*PROBLEM DESCRIPTION*: Whatever appears in the records should be given again exactly, down to the last mark.

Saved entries
..............................

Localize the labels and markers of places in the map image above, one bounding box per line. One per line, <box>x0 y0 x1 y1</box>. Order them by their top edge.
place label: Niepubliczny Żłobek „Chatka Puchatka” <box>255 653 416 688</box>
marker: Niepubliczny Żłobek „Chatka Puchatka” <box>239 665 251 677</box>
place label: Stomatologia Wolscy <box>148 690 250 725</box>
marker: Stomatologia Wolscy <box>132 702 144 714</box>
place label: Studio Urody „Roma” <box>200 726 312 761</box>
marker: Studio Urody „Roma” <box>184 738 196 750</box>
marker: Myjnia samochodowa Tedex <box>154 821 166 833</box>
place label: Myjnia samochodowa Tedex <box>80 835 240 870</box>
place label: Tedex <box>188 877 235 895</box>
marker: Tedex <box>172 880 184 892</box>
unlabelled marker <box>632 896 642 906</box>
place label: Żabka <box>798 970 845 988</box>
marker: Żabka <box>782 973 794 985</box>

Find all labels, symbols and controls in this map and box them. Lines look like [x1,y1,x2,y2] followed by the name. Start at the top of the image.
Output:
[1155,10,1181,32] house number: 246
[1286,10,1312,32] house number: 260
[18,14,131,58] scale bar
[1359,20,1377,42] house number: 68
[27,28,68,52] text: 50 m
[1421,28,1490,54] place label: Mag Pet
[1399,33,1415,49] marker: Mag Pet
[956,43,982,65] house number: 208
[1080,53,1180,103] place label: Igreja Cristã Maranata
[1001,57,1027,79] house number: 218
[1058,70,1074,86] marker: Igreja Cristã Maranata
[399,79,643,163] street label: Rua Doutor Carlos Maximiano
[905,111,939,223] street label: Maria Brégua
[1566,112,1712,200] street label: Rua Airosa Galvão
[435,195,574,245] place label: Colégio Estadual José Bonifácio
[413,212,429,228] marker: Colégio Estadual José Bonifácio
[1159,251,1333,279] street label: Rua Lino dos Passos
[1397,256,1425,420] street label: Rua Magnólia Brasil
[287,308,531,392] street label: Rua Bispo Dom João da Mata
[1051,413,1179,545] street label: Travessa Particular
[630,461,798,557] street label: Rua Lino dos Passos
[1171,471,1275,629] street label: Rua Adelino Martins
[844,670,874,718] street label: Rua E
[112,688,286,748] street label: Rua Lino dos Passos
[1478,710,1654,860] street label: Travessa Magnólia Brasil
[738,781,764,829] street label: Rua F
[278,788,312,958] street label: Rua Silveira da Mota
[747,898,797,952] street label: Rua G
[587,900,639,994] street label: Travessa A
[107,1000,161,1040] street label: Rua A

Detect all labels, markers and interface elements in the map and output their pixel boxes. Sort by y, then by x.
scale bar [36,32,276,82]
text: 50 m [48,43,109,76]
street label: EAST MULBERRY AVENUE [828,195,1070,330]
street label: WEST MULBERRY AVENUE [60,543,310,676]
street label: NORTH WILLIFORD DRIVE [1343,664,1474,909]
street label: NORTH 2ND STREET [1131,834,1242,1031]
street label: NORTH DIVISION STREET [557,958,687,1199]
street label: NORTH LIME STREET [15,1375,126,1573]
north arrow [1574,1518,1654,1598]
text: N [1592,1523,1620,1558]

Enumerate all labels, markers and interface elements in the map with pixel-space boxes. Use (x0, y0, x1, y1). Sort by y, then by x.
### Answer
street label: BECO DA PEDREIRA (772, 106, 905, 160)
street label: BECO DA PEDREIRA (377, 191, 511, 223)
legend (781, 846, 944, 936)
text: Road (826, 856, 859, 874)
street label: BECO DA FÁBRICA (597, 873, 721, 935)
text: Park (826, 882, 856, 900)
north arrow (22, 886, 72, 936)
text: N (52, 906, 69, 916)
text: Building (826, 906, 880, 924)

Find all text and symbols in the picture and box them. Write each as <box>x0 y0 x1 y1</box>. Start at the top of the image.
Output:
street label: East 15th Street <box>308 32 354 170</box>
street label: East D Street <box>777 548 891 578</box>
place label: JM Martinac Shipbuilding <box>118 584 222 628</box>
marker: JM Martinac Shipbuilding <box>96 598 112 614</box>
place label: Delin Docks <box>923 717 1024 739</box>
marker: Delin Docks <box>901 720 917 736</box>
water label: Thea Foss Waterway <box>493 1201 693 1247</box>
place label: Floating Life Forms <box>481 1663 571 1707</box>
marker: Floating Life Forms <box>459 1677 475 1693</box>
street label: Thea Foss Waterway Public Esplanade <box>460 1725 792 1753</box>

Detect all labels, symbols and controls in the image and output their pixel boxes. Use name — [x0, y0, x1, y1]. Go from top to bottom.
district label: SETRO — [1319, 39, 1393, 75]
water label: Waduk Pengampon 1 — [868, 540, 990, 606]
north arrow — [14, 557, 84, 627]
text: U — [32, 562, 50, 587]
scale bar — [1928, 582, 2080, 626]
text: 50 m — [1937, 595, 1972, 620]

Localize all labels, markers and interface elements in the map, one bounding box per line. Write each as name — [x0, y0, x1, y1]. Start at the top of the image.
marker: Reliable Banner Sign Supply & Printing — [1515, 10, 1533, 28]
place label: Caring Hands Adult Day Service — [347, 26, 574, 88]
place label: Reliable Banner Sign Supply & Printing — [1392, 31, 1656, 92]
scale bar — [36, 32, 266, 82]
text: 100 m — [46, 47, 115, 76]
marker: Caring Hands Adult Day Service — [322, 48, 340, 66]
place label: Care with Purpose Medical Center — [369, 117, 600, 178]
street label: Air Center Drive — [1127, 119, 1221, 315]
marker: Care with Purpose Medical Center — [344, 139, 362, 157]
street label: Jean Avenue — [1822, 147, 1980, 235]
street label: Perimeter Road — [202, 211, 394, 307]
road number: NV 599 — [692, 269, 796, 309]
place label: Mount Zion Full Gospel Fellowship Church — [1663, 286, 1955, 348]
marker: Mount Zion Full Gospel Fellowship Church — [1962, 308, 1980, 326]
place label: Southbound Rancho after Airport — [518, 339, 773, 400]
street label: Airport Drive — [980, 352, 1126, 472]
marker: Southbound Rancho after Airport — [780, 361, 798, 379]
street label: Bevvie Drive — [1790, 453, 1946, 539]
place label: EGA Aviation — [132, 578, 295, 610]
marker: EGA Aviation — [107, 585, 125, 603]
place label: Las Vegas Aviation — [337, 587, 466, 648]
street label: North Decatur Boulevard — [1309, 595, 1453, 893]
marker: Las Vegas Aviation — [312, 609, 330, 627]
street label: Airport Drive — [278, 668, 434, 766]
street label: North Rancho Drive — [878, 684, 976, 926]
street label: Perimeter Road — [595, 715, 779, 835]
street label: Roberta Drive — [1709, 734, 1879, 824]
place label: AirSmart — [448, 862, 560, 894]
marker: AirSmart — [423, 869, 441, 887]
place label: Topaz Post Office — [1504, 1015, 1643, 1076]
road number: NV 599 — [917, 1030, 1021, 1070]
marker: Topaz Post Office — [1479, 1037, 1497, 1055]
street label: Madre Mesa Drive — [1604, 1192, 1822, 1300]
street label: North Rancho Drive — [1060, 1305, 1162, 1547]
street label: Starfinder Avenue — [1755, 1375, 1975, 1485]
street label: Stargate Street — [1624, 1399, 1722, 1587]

..............................

*ANSWER BOX*:
Localize the labels and markers of places in the map image above, one bounding box per line. One per line, <box>x0 y0 x1 y1</box>. Order them by their top edge.
place label: Niepubliczny Żłobek „Chatka Puchatka” <box>255 653 416 688</box>
marker: Niepubliczny Żłobek „Chatka Puchatka” <box>239 665 251 677</box>
place label: Stomatologia Wolscy <box>148 690 250 725</box>
marker: Stomatologia Wolscy <box>132 702 144 714</box>
place label: Studio Urody „Roma” <box>200 726 312 761</box>
marker: Studio Urody „Roma” <box>184 738 196 750</box>
marker: Myjnia samochodowa Tedex <box>154 821 166 833</box>
place label: Myjnia samochodowa Tedex <box>80 835 240 870</box>
place label: Tedex <box>188 877 235 895</box>
marker: Tedex <box>172 880 184 892</box>
unlabelled marker <box>632 896 642 906</box>
place label: Żabka <box>798 970 845 988</box>
marker: Żabka <box>782 973 794 985</box>

Find all labels, symbols and controls in this map and box them. Lines look like [x1,y1,x2,y2] followed by the name. Start at the top of the image.
Output:
[1155,10,1181,32] house number: 246
[1286,10,1312,32] house number: 260
[18,14,131,58] scale bar
[1359,20,1377,42] house number: 68
[27,28,68,52] text: 50 m
[1421,28,1490,54] place label: Mag Pet
[1399,33,1415,49] marker: Mag Pet
[956,43,982,65] house number: 208
[1080,53,1180,103] place label: Igreja Cristã Maranata
[1001,57,1027,79] house number: 218
[1058,70,1074,86] marker: Igreja Cristã Maranata
[399,79,643,163] street label: Rua Doutor Carlos Maximiano
[905,111,939,223] street label: Maria Brégua
[1566,112,1712,200] street label: Rua Airosa Galvão
[435,195,574,245] place label: Colégio Estadual José Bonifácio
[413,212,429,228] marker: Colégio Estadual José Bonifácio
[1159,251,1333,279] street label: Rua Lino dos Passos
[1397,256,1425,420] street label: Rua Magnólia Brasil
[287,308,531,392] street label: Rua Bispo Dom João da Mata
[1051,413,1179,545] street label: Travessa Particular
[630,461,798,557] street label: Rua Lino dos Passos
[1171,471,1275,629] street label: Rua Adelino Martins
[844,670,874,718] street label: Rua E
[112,688,286,748] street label: Rua Lino dos Passos
[1478,710,1654,860] street label: Travessa Magnólia Brasil
[738,781,764,829] street label: Rua F
[278,788,312,958] street label: Rua Silveira da Mota
[747,898,797,952] street label: Rua G
[587,900,639,994] street label: Travessa A
[107,1000,161,1040] street label: Rua A

Detect all labels, markers and interface elements in the map and output their pixel boxes. Sort by y, then by x.
scale bar [36,32,276,82]
text: 50 m [48,43,109,76]
street label: EAST MULBERRY AVENUE [828,195,1070,330]
street label: WEST MULBERRY AVENUE [60,543,310,676]
street label: NORTH WILLIFORD DRIVE [1343,664,1474,909]
street label: NORTH 2ND STREET [1131,834,1242,1031]
street label: NORTH DIVISION STREET [557,958,687,1199]
street label: NORTH LIME STREET [15,1375,126,1573]
north arrow [1574,1518,1654,1598]
text: N [1592,1523,1620,1558]

Enumerate all labels, markers and interface elements in the map with pixel-space boxes. Use (x0, y0, x1, y1). Sort by y, then by x.
### Answer
street label: BECO DA PEDREIRA (772, 106, 905, 160)
street label: BECO DA PEDREIRA (377, 191, 511, 223)
legend (781, 846, 944, 936)
text: Road (826, 856, 859, 874)
street label: BECO DA FÁBRICA (597, 873, 721, 935)
text: Park (826, 882, 856, 900)
north arrow (22, 886, 72, 936)
text: N (52, 906, 69, 916)
text: Building (826, 906, 880, 924)

Find all text and symbols in the picture and box them. Write each as <box>x0 y0 x1 y1</box>. Start at the top of the image.
Output:
street label: East 15th Street <box>308 32 354 170</box>
street label: East D Street <box>777 548 891 578</box>
place label: JM Martinac Shipbuilding <box>118 584 222 628</box>
marker: JM Martinac Shipbuilding <box>96 598 112 614</box>
place label: Delin Docks <box>923 717 1024 739</box>
marker: Delin Docks <box>901 720 917 736</box>
water label: Thea Foss Waterway <box>493 1201 693 1247</box>
place label: Floating Life Forms <box>481 1663 571 1707</box>
marker: Floating Life Forms <box>459 1677 475 1693</box>
street label: Thea Foss Waterway Public Esplanade <box>460 1725 792 1753</box>

Detect all labels, symbols and controls in the image and output their pixel boxes. Use name — [x0, y0, x1, y1]. Go from top to bottom.
district label: SETRO — [1319, 39, 1393, 75]
water label: Waduk Pengampon 1 — [868, 540, 990, 606]
north arrow — [14, 557, 84, 627]
text: U — [32, 562, 50, 587]
scale bar — [1928, 582, 2080, 626]
text: 50 m — [1937, 595, 1972, 620]

Localize all labels, markers and interface elements in the map, one bounding box per line. Write each as name — [x0, y0, x1, y1]. Start at the top of the image.
marker: Reliable Banner Sign Supply & Printing — [1515, 10, 1533, 28]
place label: Caring Hands Adult Day Service — [347, 26, 574, 88]
place label: Reliable Banner Sign Supply & Printing — [1392, 31, 1656, 92]
scale bar — [36, 32, 266, 82]
text: 100 m — [46, 47, 115, 76]
marker: Caring Hands Adult Day Service — [322, 48, 340, 66]
place label: Care with Purpose Medical Center — [369, 117, 600, 178]
street label: Air Center Drive — [1127, 119, 1221, 315]
marker: Care with Purpose Medical Center — [344, 139, 362, 157]
street label: Jean Avenue — [1822, 147, 1980, 235]
street label: Perimeter Road — [202, 211, 394, 307]
road number: NV 599 — [692, 269, 796, 309]
place label: Mount Zion Full Gospel Fellowship Church — [1663, 286, 1955, 348]
marker: Mount Zion Full Gospel Fellowship Church — [1962, 308, 1980, 326]
place label: Southbound Rancho after Airport — [518, 339, 773, 400]
street label: Airport Drive — [980, 352, 1126, 472]
marker: Southbound Rancho after Airport — [780, 361, 798, 379]
street label: Bevvie Drive — [1790, 453, 1946, 539]
place label: EGA Aviation — [132, 578, 295, 610]
marker: EGA Aviation — [107, 585, 125, 603]
place label: Las Vegas Aviation — [337, 587, 466, 648]
street label: North Decatur Boulevard — [1309, 595, 1453, 893]
marker: Las Vegas Aviation — [312, 609, 330, 627]
street label: Airport Drive — [278, 668, 434, 766]
street label: North Rancho Drive — [878, 684, 976, 926]
street label: Perimeter Road — [595, 715, 779, 835]
street label: Roberta Drive — [1709, 734, 1879, 824]
place label: AirSmart — [448, 862, 560, 894]
marker: AirSmart — [423, 869, 441, 887]
place label: Topaz Post Office — [1504, 1015, 1643, 1076]
road number: NV 599 — [917, 1030, 1021, 1070]
marker: Topaz Post Office — [1479, 1037, 1497, 1055]
street label: Madre Mesa Drive — [1604, 1192, 1822, 1300]
street label: North Rancho Drive — [1060, 1305, 1162, 1547]
street label: Starfinder Avenue — [1755, 1375, 1975, 1485]
street label: Stargate Street — [1624, 1399, 1722, 1587]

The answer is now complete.